--- RECORDS FOR PROCESSING ---

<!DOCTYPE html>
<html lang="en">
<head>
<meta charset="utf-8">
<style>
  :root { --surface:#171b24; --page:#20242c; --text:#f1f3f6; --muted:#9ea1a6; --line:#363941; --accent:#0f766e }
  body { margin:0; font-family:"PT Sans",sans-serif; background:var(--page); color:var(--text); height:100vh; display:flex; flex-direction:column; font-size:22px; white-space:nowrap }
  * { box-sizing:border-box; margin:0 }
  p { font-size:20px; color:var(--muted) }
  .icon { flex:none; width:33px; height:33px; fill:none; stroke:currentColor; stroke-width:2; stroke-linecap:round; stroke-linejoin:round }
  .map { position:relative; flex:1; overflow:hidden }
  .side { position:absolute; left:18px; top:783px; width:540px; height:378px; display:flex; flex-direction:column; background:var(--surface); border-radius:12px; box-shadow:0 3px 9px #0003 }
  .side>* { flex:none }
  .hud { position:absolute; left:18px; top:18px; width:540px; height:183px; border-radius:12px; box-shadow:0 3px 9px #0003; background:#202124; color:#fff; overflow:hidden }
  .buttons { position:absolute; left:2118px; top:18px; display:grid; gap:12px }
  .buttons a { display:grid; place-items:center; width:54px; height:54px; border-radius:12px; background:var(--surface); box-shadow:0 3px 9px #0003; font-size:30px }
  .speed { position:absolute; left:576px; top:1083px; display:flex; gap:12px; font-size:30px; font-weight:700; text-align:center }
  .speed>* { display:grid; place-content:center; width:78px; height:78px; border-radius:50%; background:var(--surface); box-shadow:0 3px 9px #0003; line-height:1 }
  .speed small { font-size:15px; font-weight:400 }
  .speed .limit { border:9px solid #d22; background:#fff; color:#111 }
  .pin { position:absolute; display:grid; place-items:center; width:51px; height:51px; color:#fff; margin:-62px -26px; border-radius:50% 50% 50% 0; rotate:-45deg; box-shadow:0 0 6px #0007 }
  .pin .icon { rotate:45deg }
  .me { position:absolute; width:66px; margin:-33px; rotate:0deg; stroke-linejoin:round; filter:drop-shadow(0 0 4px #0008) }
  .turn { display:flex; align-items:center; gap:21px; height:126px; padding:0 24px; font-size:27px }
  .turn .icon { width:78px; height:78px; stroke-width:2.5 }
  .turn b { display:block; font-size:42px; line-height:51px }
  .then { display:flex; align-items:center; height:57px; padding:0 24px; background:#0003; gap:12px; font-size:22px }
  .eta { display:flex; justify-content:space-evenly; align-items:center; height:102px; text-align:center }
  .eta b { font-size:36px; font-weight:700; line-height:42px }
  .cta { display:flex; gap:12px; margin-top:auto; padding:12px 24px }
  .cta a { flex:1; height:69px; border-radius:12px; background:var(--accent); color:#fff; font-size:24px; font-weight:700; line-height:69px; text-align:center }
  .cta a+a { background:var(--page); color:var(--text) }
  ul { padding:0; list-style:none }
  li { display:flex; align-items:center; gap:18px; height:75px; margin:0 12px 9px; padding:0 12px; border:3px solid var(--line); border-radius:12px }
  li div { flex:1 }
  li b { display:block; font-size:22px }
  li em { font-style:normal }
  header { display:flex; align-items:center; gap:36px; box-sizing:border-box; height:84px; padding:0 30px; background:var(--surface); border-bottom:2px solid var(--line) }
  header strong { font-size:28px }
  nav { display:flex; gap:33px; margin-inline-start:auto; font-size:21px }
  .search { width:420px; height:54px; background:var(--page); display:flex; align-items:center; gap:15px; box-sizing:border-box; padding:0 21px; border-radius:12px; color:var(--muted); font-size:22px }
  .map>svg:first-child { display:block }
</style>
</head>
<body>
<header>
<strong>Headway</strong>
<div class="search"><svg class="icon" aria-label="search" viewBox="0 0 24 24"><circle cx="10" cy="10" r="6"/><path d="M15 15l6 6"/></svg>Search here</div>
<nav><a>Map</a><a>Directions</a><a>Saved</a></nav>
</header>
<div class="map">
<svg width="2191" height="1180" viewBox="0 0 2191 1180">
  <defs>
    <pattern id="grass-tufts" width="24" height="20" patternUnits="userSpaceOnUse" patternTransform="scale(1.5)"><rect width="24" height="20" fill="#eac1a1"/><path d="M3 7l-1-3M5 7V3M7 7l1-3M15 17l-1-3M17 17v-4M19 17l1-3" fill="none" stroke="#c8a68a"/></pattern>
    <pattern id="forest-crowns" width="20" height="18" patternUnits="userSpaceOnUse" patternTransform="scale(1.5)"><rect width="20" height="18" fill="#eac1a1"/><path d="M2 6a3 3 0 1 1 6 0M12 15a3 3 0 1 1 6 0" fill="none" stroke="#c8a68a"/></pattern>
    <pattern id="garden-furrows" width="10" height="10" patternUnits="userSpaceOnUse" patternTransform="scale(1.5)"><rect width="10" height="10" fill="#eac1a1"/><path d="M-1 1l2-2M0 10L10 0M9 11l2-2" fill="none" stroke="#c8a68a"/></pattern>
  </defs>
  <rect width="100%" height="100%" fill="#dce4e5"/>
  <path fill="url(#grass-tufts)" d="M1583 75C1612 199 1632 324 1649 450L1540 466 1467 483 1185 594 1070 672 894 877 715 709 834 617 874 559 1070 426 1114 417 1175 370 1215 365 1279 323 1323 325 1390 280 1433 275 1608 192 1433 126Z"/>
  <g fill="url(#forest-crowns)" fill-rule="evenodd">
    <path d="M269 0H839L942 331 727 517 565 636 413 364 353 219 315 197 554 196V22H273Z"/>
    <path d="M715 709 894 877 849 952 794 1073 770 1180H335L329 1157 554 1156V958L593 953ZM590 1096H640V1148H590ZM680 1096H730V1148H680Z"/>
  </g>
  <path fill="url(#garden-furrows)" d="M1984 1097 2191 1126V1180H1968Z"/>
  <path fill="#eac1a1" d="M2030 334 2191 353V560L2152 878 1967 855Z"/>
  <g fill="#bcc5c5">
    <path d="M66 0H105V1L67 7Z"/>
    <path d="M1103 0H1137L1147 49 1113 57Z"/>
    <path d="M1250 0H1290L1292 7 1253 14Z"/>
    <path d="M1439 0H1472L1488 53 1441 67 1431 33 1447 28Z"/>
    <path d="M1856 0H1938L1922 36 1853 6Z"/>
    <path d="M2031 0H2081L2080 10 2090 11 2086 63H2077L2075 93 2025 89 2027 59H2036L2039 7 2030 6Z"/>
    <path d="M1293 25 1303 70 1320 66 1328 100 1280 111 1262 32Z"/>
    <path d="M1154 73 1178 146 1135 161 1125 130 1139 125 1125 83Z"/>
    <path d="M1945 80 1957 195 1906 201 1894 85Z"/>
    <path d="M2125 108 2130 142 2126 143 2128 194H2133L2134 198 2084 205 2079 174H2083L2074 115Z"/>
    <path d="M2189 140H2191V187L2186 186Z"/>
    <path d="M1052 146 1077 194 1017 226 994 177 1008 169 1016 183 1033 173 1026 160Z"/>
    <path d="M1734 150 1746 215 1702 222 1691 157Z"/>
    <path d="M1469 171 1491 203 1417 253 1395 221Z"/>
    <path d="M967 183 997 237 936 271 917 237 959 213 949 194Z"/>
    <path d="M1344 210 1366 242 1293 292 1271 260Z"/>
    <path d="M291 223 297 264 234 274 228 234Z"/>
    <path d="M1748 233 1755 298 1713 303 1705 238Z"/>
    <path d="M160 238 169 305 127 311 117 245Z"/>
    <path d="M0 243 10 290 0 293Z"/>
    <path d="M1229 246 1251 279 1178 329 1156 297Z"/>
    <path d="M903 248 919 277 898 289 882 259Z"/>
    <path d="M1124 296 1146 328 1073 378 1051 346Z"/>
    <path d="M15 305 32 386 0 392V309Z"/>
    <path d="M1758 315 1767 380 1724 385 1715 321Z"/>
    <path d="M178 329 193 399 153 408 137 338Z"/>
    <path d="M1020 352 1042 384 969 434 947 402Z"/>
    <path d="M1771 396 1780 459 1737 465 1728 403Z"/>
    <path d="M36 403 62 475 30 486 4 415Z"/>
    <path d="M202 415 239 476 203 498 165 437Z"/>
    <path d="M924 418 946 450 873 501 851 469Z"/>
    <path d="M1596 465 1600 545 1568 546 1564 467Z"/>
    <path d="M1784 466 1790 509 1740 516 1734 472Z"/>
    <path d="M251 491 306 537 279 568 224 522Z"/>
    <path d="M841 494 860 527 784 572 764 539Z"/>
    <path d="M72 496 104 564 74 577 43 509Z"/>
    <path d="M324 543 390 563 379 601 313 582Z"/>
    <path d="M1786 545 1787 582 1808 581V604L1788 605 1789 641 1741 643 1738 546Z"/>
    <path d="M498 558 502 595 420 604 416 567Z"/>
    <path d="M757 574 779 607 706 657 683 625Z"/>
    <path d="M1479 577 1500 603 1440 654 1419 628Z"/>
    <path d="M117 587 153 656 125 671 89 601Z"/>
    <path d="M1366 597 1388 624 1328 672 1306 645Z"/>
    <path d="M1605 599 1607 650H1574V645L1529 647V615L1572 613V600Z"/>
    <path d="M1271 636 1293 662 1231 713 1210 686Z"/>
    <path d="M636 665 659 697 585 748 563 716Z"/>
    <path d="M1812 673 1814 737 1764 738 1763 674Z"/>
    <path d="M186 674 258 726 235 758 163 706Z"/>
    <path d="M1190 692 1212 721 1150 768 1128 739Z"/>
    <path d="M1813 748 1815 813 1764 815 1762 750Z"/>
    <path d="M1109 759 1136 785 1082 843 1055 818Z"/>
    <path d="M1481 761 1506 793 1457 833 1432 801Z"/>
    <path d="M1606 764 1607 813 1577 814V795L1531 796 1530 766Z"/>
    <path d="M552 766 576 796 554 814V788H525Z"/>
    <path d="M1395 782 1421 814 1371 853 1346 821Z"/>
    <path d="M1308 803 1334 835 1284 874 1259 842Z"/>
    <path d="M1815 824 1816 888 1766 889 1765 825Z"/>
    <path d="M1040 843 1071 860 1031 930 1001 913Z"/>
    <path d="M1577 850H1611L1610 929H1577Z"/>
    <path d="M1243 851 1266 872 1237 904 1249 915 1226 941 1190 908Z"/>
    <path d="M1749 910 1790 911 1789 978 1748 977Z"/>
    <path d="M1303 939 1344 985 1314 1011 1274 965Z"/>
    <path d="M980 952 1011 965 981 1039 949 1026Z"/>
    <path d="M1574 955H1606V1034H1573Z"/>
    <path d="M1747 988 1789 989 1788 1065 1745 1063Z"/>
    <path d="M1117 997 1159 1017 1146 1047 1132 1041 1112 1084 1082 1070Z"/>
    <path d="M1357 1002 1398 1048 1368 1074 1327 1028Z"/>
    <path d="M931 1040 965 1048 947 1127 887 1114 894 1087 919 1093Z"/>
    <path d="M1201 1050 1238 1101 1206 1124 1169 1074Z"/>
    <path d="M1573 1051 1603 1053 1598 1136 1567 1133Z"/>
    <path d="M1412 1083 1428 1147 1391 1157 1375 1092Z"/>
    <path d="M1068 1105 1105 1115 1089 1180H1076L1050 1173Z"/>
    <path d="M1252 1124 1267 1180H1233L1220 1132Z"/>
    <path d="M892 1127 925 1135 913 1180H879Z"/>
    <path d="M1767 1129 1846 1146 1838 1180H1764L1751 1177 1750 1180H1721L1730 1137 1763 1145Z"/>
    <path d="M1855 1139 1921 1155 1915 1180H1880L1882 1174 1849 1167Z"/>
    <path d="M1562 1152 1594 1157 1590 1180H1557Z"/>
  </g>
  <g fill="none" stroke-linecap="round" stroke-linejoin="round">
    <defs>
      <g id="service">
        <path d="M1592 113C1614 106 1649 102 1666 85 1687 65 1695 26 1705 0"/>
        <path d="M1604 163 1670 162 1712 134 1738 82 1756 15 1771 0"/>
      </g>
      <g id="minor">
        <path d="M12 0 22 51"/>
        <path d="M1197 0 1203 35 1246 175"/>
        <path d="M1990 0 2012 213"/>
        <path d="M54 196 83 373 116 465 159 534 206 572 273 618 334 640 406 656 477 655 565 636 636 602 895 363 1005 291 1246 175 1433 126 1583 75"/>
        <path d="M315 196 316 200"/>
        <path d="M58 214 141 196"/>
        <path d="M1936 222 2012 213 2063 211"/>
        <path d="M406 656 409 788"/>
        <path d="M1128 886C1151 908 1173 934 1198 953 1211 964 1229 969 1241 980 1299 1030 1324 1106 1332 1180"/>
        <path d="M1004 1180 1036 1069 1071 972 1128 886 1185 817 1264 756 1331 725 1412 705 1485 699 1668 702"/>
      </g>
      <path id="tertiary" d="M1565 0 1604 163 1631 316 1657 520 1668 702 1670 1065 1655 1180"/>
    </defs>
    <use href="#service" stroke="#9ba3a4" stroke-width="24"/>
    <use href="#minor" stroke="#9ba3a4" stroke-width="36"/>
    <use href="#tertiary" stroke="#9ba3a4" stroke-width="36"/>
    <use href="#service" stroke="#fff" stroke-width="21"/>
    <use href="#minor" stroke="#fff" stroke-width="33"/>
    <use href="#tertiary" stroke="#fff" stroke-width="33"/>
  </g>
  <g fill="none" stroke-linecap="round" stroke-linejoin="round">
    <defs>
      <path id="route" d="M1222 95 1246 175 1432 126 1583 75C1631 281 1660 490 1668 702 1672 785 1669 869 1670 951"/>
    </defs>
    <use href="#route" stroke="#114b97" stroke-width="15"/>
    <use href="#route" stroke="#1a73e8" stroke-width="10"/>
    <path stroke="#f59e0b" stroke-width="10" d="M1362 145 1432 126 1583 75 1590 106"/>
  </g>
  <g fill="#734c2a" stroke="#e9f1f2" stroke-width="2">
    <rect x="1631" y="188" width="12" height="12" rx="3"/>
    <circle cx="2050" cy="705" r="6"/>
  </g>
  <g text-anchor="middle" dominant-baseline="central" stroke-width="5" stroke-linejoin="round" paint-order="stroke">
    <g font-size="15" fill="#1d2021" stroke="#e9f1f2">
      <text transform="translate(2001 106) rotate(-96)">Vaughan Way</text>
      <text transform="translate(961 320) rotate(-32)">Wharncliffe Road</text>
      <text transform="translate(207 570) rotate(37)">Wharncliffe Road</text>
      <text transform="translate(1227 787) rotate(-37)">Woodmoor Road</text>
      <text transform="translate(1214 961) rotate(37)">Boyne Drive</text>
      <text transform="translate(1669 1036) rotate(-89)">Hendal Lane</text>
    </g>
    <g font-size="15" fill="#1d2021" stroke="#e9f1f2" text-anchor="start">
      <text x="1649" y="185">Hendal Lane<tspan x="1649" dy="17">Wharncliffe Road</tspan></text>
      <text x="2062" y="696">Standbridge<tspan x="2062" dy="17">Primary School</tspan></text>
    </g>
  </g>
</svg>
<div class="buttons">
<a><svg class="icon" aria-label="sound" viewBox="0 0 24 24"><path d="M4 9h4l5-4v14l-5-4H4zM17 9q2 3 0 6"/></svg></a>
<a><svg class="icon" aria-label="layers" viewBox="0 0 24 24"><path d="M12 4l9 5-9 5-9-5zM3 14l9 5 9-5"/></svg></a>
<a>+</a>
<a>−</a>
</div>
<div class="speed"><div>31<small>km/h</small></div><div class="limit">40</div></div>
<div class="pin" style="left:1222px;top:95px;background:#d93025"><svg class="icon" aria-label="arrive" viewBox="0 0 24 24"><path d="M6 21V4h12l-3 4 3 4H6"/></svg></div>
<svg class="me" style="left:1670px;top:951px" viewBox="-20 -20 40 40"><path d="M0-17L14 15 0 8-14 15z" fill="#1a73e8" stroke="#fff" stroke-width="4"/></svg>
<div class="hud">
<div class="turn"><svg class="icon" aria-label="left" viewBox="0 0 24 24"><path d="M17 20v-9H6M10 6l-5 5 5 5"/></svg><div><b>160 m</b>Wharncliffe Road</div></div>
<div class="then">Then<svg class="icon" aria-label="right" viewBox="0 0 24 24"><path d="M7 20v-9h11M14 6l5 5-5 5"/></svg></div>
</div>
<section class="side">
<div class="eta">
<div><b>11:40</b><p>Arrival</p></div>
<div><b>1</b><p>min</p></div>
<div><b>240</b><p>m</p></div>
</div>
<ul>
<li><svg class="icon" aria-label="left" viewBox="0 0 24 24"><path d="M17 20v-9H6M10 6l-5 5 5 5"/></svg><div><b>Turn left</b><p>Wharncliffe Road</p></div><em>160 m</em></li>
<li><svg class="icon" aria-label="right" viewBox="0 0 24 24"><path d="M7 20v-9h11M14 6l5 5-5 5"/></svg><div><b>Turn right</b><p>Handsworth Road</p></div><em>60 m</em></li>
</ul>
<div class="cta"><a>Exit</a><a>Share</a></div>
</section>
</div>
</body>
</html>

---

PROBLEM DESCRIPTION —
Gather up the lines containing the word "buttons" from these records and copy them.

ANSWER TO THE PROBLEM —
  .buttons { position:absolute; left:2118px; top:18px; display:grid; gap:12px }
  .buttons a { display:grid; place-items:center; width:54px; height:54px; border-radius:12px; background:var(--surface); box-shadow:0 3px 9px #0003; font-size:30px }
<div class="buttons">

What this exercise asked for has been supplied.